Islamic expension into Malta, Sicily and Southern Italy was driven by the Aghlabid Emirate and after its overthrow by the Fatimit Khalifate. The Rustamids hadn't much to do with all of that. Their big time was a bit earlier and they did not control the coast.


----------



## aefrizzo

CyrusSH said:


> Why not direct borrowing from Persian? I think it is more possible that this word reached Italy through North Africa than the Middle East.


Ciao, *Ciro*.
 If the objections of fdb#4/8 and DJara#7 are reasonably valid, we are all, I suppose, interested to share your whole knowledge about the presumably original Persian term and its usage/diffusion regardless of the road to Europe.
Grazie.


----------



## CyrusSH

berndf said:


> Islamic expension into Malta, Sicily and Southern Italy was driven by the Aghlabid Emirate and after its overthrow by the Fatimit Khalifate. The Rustamids hadn't much to do with all of that. Their big time was a bit earlier and they did not control the coast.



I'm talking about the influence Persian culture in this region, not just Rustamids, for example the name of the capital city of Aghlabids has also a Persian origin.


----------



## berndf

CyrusSH said:


> I'm talking about the influence Persian culture in this region, not just Rustamids, for example the name of the capital city of Aghlabids has also a Persian *origin*.


Nobody ever doubted that بردج was of Persian *origin* but to Southern Italy the word would certainly have arrived through Arabic.

But anyhow, the whole theory sounds dodgy.


----------



## CyrusSH

aefrizzo said:


> Ciao, *Ciro*.
> If the objections of fdb#4/8 and DJara#7 are reasonably valid, we are all, I suppose, interested to share your whole knowledge about the presumably original Persian term and its usage/diffusion regardless of the road to Europe.
> Grazie.



Persian _barda_ is equivalent to the Arabic word _ghulam_ which means "1. boy, young man, 2. slave, 3. passive homosexual (compare to ghulam-bareh in Modern Persian)."


----------



## aefrizzo

*Many thanks to all contributors*. 
 Let me try, please to summarize what I have been learning and still hope to do from this thread. Be clement to my English.


Around the XV century the word arrives in Europe and is borrowed (directly or indirectly) by several European languages, namely Italian French Spanish and even English.


It dodges German and re-appears later on (?) in Yiddish, almost certainly as a borrowing from French at the beginning of XX century. Any contribute from Yiddish speakers and from Eastern Europe would be precious to explain such a bypass.

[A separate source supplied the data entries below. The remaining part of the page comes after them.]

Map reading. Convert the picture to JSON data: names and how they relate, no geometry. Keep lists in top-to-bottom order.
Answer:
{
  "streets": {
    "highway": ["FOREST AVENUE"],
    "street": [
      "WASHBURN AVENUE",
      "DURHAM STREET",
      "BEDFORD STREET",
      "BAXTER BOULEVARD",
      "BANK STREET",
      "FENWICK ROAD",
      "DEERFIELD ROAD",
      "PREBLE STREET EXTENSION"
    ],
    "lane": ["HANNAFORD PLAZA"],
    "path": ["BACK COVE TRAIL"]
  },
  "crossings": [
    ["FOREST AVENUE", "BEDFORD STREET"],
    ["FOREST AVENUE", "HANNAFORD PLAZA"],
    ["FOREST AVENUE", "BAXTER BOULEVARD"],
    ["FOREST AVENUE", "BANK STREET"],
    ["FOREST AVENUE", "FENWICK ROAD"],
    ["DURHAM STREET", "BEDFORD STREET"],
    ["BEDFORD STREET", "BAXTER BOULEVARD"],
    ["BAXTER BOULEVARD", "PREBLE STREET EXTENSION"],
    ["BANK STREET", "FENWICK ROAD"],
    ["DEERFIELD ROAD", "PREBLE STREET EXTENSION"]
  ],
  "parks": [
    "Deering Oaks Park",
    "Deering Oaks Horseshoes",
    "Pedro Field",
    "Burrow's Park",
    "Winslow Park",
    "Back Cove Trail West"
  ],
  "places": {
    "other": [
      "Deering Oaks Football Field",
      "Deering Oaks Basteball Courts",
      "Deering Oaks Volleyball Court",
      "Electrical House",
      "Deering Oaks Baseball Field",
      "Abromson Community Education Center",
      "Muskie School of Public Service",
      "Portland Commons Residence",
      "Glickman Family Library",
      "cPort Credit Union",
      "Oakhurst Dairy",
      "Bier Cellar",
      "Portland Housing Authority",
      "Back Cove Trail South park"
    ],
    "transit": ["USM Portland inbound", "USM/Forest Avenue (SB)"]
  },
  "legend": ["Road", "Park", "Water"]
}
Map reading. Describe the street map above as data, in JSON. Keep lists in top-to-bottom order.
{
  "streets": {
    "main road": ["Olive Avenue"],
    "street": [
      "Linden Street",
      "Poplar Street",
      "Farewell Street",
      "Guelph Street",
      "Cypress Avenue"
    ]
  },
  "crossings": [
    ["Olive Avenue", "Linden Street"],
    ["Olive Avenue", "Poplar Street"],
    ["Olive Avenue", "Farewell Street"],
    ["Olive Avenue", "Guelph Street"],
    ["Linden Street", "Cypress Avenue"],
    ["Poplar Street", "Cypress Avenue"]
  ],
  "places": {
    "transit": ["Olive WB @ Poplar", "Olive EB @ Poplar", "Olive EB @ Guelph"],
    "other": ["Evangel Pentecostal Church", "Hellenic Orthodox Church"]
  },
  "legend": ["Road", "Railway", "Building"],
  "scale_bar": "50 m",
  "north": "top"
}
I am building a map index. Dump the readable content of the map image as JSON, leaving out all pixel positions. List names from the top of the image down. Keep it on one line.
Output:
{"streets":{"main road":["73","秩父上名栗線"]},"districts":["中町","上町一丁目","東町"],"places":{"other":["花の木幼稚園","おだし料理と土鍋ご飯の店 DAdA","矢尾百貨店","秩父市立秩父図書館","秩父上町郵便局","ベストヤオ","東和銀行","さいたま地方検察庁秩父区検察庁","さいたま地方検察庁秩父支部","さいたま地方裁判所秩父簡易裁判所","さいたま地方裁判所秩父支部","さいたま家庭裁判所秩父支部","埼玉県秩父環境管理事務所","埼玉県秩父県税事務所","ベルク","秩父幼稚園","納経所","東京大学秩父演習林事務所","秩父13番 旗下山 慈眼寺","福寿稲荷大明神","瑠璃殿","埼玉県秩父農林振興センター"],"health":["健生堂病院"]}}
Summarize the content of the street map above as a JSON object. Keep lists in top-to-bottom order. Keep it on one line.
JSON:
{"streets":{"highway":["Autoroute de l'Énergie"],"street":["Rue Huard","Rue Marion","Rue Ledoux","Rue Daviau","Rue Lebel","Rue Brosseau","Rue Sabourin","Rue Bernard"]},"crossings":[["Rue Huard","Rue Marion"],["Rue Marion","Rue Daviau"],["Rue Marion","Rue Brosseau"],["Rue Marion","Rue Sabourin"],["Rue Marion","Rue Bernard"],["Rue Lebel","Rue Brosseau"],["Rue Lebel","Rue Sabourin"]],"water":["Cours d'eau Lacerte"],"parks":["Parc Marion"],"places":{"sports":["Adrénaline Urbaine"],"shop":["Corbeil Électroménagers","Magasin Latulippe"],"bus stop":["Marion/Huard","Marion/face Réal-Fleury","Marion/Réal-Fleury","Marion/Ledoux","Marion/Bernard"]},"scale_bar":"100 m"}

The currently reported etymology assumes an Arabic (<Persian) borrowing. It seems to be questionable for statistical and phonological reasons.


Has been the original Persian word submitted to the same statistical and phonological analysis as the Arabic one?


An alternative etymology suggests the Greek borrowing _Badas_. Perseus on-line gives it as a synonymous of just one of the possible  meanings but no other info. Admittedly I am not a frequent flyer of Perseus.


----------



## berndf

aefrizzo said:


> It dodges German and re-appears later on (?) in Yiddish, almost certainly as a borrowing from French at the beginning of XX century. Any contribute from Yiddish speakers and from Eastern Europe would be precious to explain such a bypass.


I would be careful though. I still don't feel we have any evidence so far that _bardash_ actually was an Eastern Yiddish word at the time. The spelling we are talking about now is a transliteration of a transliteration, which is susceptible to all kinds of errors. We should first try to get the context in the Yiddish original and verify that the spelling is indeed באַרדאַש (with patah under both alephs).
.


----------



## CyrusSH

In my previous post I actually assumed that Persian _barda_ could be calque of Arabic word _ghulam_ but I can't find this word with meaning in any Persian text, in fact the word _ghulam_ is itself used in Persian.

Another Persian word for "catamite" is _birish_ which literally means "beardless", I think it is possible that _bardascio_ is actually a calque in an European language, the proto-IE word for "beard" is _*bʰardʰeh₂_.


----------